(Stored dataset items)
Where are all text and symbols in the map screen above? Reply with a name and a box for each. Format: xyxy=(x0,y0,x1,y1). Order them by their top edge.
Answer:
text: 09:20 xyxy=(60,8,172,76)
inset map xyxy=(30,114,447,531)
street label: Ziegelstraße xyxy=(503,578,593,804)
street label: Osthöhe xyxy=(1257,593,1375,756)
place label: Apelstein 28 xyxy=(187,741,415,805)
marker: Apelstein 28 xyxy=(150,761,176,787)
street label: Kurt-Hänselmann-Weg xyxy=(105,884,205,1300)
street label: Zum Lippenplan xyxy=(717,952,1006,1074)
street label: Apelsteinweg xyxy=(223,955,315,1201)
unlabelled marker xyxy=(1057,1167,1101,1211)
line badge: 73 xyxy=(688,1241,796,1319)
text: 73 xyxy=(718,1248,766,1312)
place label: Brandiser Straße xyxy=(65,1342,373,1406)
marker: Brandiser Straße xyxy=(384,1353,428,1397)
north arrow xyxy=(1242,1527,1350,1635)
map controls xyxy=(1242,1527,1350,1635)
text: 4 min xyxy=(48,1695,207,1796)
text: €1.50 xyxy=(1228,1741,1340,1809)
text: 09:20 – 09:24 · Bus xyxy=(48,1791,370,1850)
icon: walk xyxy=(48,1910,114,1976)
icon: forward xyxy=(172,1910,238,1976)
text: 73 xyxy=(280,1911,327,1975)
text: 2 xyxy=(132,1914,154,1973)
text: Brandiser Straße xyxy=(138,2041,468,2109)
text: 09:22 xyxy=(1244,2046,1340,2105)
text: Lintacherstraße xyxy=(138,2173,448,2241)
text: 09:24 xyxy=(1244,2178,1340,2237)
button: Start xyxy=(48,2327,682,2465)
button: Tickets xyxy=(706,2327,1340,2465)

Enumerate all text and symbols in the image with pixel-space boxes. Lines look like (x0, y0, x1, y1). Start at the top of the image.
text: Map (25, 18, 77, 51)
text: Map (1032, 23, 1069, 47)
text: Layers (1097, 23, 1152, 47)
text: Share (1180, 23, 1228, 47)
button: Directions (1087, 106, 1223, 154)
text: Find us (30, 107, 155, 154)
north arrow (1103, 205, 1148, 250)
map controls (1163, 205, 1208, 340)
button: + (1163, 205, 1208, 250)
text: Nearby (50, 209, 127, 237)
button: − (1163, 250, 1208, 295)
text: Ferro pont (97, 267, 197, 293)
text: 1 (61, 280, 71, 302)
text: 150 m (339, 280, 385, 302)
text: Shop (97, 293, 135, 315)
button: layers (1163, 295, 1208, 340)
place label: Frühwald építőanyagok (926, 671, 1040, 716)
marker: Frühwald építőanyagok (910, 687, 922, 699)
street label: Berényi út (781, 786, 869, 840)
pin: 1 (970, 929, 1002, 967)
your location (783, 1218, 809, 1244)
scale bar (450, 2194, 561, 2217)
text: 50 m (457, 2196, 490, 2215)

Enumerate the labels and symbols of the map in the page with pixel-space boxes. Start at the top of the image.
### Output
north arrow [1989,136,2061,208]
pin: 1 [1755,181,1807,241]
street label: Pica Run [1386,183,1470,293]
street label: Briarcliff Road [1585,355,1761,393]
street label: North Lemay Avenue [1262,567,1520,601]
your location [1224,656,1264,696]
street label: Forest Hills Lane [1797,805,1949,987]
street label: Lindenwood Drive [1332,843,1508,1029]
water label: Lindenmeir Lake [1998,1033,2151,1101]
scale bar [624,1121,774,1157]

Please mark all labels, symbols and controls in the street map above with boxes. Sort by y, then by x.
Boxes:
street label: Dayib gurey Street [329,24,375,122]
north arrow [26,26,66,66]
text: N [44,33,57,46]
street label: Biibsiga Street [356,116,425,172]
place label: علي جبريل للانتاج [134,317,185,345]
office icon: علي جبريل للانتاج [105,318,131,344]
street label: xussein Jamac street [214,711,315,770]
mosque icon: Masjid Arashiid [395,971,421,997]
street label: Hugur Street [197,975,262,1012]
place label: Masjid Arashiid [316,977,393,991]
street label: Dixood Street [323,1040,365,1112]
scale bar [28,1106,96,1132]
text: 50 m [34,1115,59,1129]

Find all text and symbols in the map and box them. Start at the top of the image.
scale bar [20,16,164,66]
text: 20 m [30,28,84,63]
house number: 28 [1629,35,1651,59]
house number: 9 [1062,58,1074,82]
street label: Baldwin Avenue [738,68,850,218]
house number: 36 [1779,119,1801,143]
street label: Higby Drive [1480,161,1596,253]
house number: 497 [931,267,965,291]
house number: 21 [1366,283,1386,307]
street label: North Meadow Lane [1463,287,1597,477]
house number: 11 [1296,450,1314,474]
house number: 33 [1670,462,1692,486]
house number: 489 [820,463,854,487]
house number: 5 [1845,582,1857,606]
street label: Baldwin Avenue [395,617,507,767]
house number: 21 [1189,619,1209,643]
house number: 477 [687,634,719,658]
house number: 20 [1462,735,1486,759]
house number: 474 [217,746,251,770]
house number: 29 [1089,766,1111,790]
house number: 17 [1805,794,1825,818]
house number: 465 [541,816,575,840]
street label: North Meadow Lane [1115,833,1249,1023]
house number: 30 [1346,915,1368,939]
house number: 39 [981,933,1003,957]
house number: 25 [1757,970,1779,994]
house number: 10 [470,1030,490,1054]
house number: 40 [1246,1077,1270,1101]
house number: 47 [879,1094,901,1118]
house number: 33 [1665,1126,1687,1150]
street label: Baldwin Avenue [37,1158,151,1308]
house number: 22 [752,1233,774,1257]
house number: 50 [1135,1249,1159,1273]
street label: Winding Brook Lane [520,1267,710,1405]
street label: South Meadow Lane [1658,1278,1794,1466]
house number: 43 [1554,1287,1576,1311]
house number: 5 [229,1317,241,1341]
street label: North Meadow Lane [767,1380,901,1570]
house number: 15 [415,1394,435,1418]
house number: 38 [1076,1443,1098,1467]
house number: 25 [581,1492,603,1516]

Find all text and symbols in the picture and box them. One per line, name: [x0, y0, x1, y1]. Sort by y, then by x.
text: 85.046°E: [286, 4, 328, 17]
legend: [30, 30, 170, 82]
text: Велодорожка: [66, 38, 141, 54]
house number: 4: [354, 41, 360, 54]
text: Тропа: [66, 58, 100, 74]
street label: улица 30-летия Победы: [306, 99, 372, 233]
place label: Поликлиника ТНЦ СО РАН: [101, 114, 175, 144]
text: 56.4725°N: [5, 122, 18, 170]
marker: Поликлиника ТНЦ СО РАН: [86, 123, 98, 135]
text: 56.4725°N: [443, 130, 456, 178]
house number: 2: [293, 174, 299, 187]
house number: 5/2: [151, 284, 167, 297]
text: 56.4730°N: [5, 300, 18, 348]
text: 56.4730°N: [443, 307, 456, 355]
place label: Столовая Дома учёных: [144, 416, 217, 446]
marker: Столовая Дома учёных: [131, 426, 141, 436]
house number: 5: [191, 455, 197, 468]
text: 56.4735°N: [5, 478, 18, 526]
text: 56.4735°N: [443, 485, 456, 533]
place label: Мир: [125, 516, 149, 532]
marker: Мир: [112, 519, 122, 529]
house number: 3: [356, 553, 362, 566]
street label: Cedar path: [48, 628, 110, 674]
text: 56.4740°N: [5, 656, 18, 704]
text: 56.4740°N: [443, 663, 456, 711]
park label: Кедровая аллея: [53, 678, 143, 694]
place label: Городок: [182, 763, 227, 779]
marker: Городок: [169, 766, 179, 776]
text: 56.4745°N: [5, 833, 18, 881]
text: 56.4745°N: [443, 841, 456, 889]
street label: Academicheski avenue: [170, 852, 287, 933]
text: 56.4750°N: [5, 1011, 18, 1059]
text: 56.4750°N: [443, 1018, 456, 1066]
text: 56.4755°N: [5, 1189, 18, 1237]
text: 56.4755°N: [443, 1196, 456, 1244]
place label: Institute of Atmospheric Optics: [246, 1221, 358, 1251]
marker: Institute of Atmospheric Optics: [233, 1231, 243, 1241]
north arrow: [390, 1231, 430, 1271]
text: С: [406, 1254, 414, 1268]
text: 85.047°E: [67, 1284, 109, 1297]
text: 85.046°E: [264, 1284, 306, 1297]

## Required work:
How many lines in the entries include "marker"? Only the number is wanted.

## Exercise solution:
9